The world is moving faster, and corporate treasurers want in on the acceleration.
Finance leaders are seeking technology and services that can give them insights on demand so they can execute operations like reporting and payments more quickly, too.
Data remains at the heart of these capabilities, and thanks to open banking, financial institutions (FIs) are embracing the opportunities that can be found in unlocking the data they hold. But how to move that data into the enterprise, and what to do with it when it gets there, remain unanswered questions for many corporate treasurers — or, at least, the answers they find are still evolving.
“What’s really plagued treasury teams for decades is the data, and the integration of data, sitting at their banks and how they marry that with this ocean of data they have in their core systems,” he told PYMNTS in an interview.
To achieve that integration, and to gain the most value out of that data once it is unlocked, the ecosystem must embrace a mindset shift, he said.
Unlocking Real-Time Data
There are plenty of ways of unlocking data that sits within bank systems and integrating it into corporate treasury platforms like enterprise resource planning (ERP) systems. For years, this method has involved treasurers simply waiting for their banks to send statements in the mail, or via email, and manually entering that information.
But with B2B payments embracing real-time functionality, and with treasurers needing to keep pace with accelerating operations, these finance leaders are no longer willing to wait for weekly or monthly insights that are not seamlessly added into their systems.
Open banking has been able to facilitate real-time data connectivity between banks and ERPs, but it has required a mindset shift in the corporate banking space.
“There is the mindset that it’s the bank’s data and not their data,” said Klein.
Yet as open banking proliferates, banks and treasurers alike have embraced the concept that data that sits within the banks are owned by the treasury clients themselves.
The question then turns to how to actually facilitate the movement of that data.
“I think it’s the responsibility of the treasurer to get their data from their banks,” Klein noted. “However, the challenge is in the technology. The technology has made that very challenging to do, so there’s a lot of reliance on the bank.”
Open banking has also driven adoption of application programming interfaces (APIs), and for FinLync itself, also encouraged a mindset shift. While the company had initially invested in blockchain infrastructure to move data, the market has shifted in a way that recognizes the power of APIs to more efficiently migrate information into back-office systems.
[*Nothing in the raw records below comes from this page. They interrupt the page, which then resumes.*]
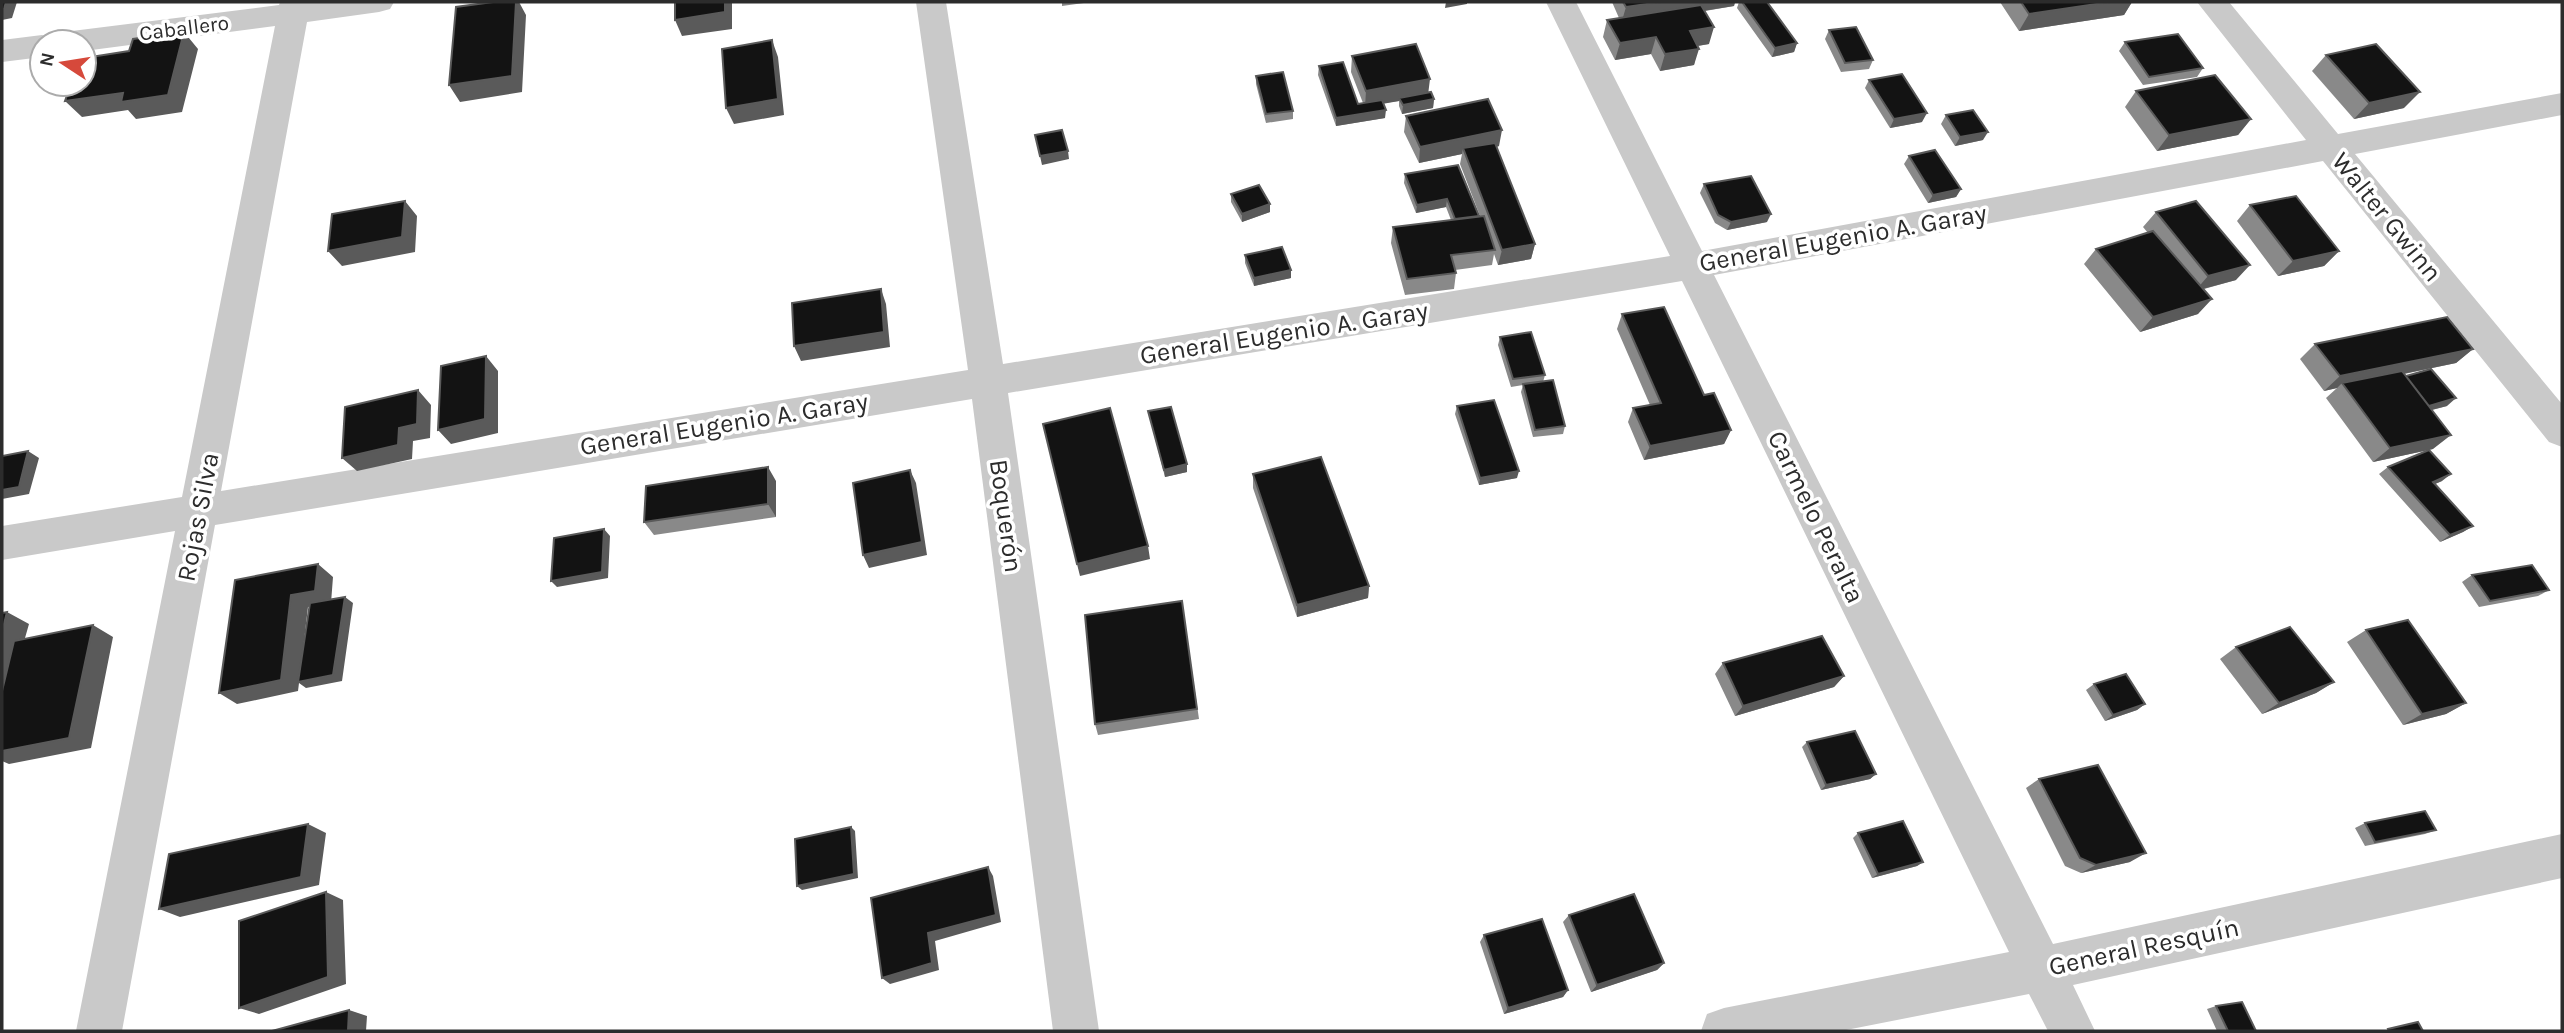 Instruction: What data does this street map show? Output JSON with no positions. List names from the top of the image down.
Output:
{
  "streets": {
    "street": [
      "Caballero",
      "Walter Gwinn",
      "General Eugenio A. Garay",
      "Boquerón",
      "Rojas Silva",
      "Carmelo Peralta",
      "General Resquín"
    ]
  },
  "crossings": [
    ["Caballero", "Rojas Silva"],
    ["Walter Gwinn", "General Eugenio A. Garay"],
    ["General Eugenio A. Garay", "Boquerón"],
    ["General Eugenio A. Garay", "Rojas Silva"],
    ["General Eugenio A. Garay", "Carmelo Peralta"],
    ["Carmelo Peralta", "General Resquín"]
  ],
  "north": "left"
}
What’s more, APIs can do so instantly, supporting treasurers’ need for real-time visibility into their finances.
As the corporate financial services world navigates the logistics of how to support treasurers’ need for real-time data, those finance professionals are also engaging in their own internal debates about what to do with the power to access insights in real time.
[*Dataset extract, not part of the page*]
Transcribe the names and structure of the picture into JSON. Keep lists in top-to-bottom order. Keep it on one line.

On one hand, a treasurer may not need to obtain insights and analytics in a non-stop cycle of instant automation. After all, what use is a financial report if access to real-time data will mean that the insights on that report change from moment-to-moment?
But as Klein noted, it’s not merely a valuable advancement for the purposes of reporting. Real-time data integration empowers treasurers to participate in an economy that is moving faster in other ways, too.
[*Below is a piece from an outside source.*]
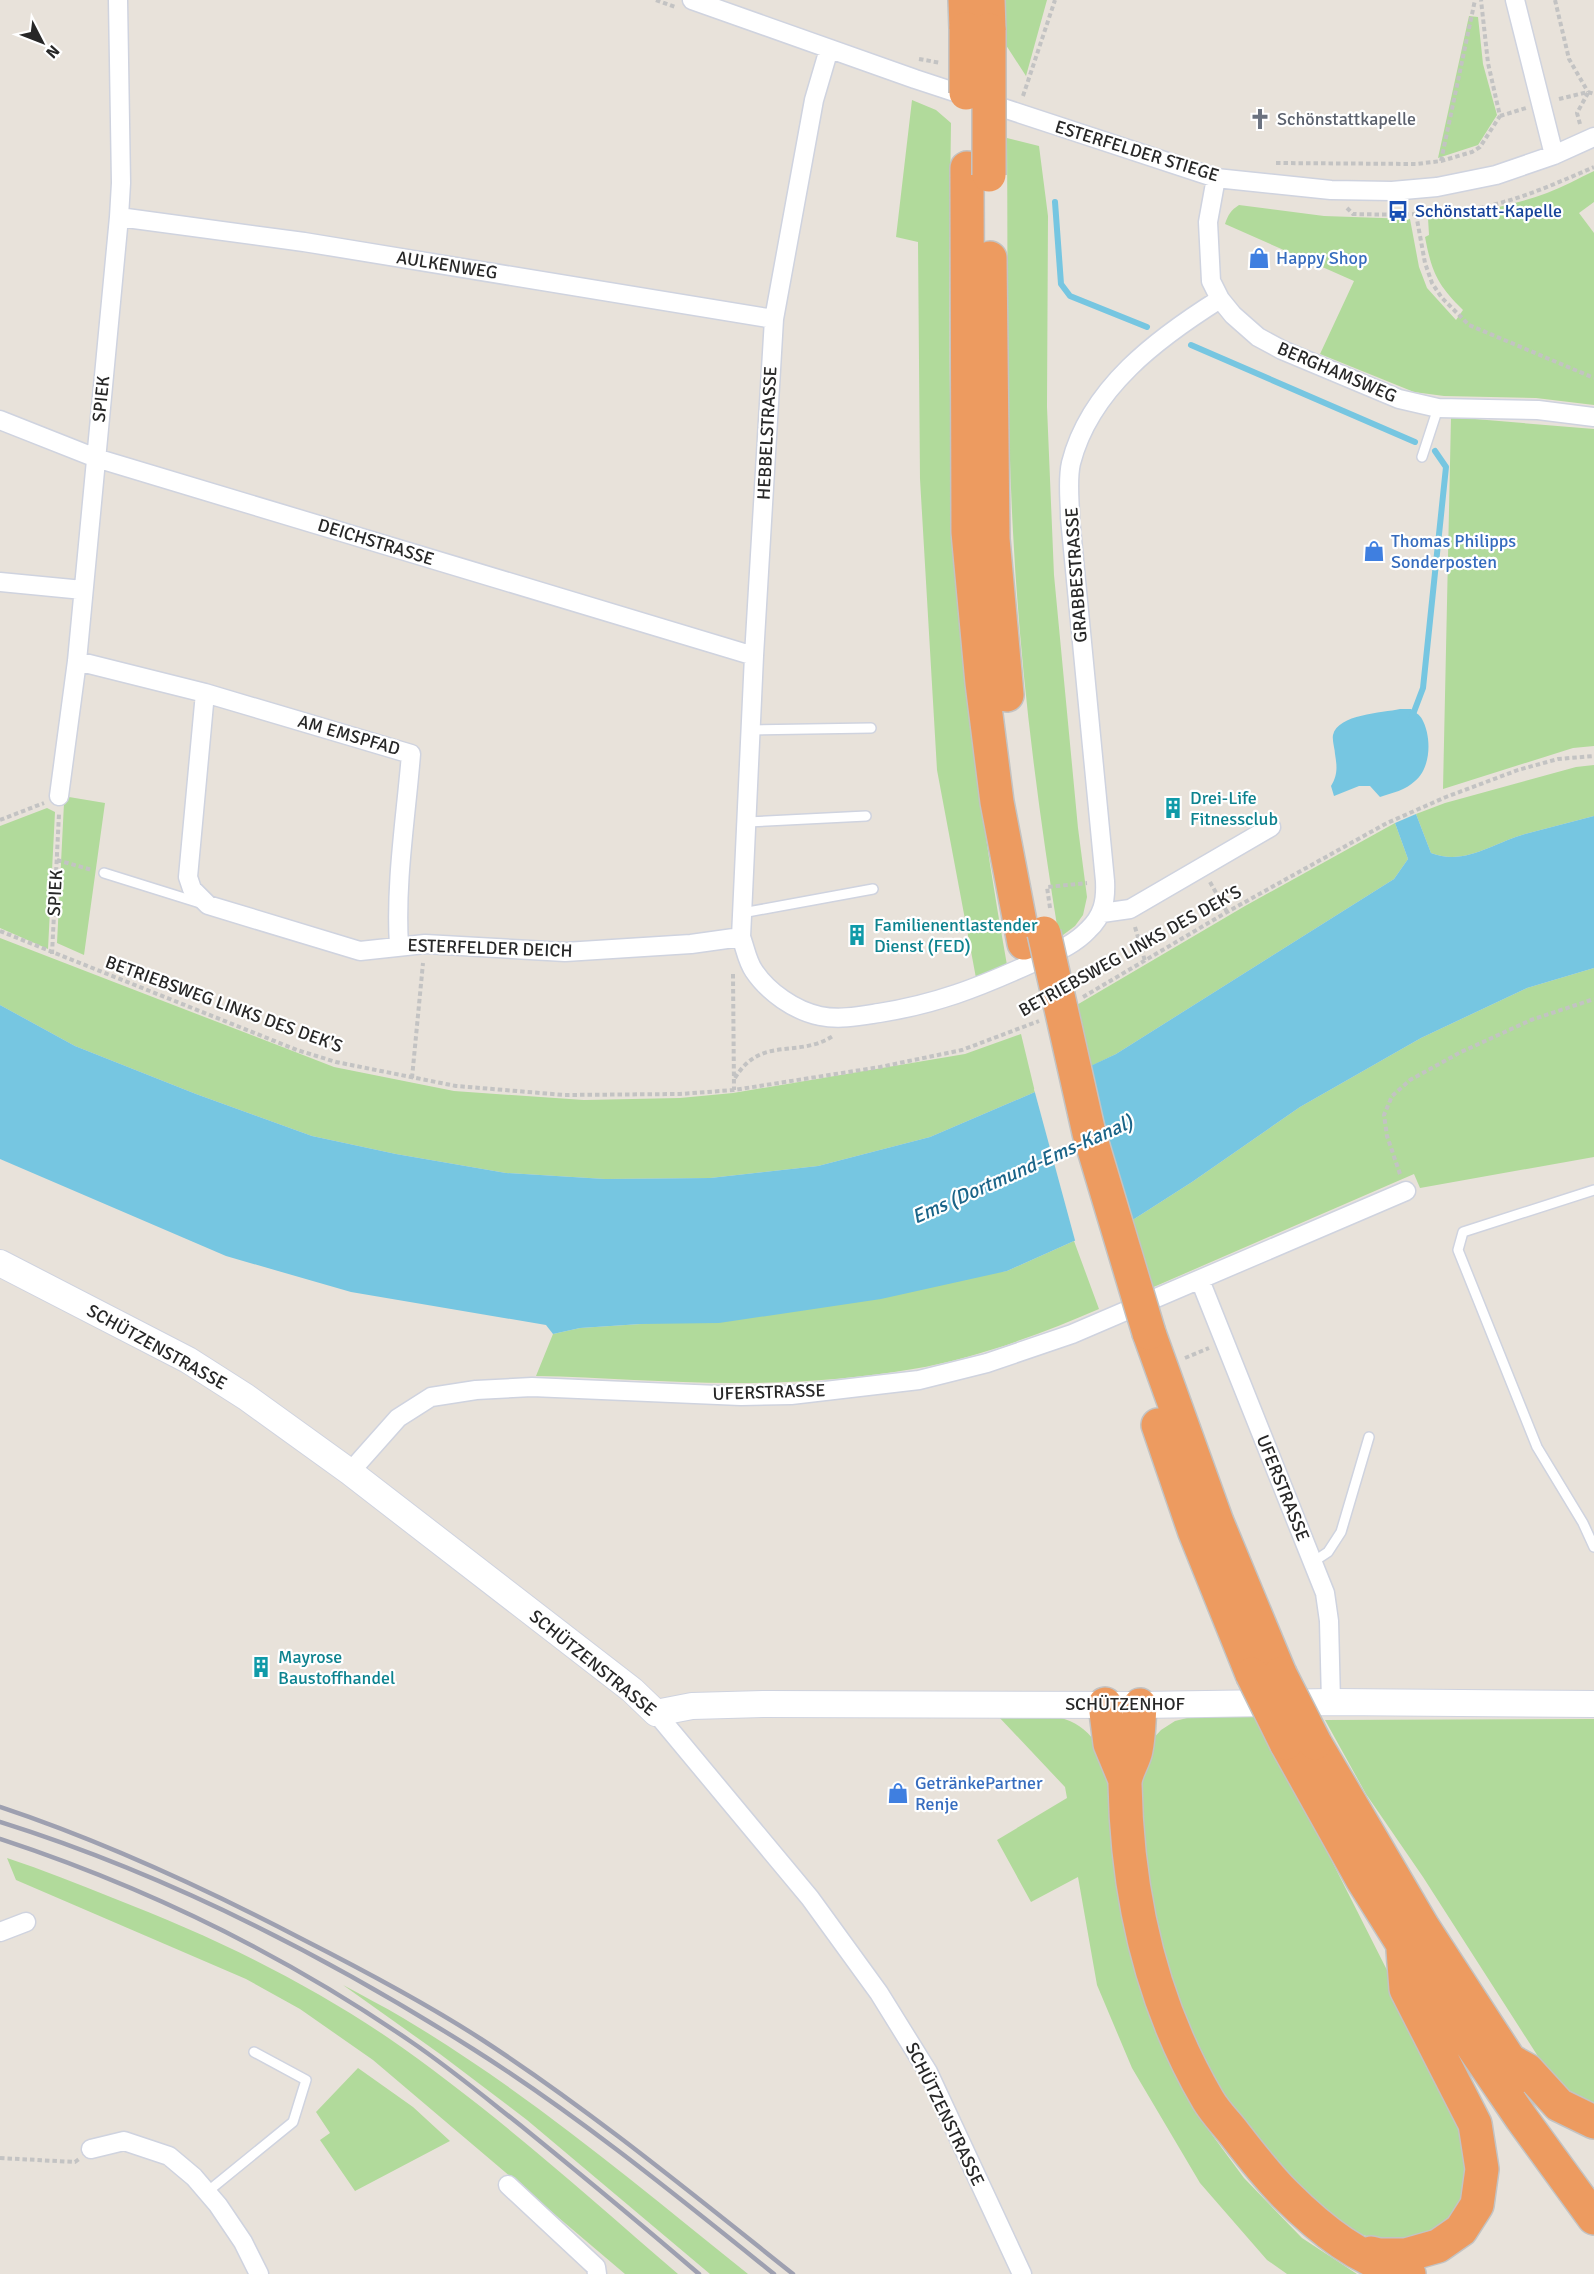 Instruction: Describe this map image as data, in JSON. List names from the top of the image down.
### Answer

“Real-time payment networks are now ubiquitous around the globe,” he said. “This means that your multinational corporation is getting paid in real time. But how do you get visibility on that in real time to know where you have cash and where to attract cash?”
API data connectivity provides visibility into insights about when and where companies have been paid, allowing treasurers to make more agile investment decisions in everything from customer credit to shipping and logistics. It also supports real-time reconciliation and, thanks to the ability to consolidate data, can unlock insights not just for the treasurer, but for the enterprise at large.
Klein said he is confident that a real-time payments ecosystem will “revolutionize working capital” for corporates. But it won’t occur all at once.
There are the logistical challenges of ensuring payments, banking and treasury infrastructure can facilitate real-time operations and data integrations. But at the broader level, there is also the mental challenge of wrapping treasurers’ heads around concepts like real-time liquidity management, faster investment decision making and on-demand analytics.
Historically, treasurers have not had such capabilities despite advancements in technology. And according to Klein, it’s something that will take a bit of time getting used to.
“It’s such a mindset shift,” he said. “One of the biggest challenges is just the appreciation that this is happening. The treasurer is highly skeptical of solutions they’ve adopted in the past that haven’t always given them what has been promised. But if it works, and it provides them this value, we’ll see a massive acceleration in adoption.”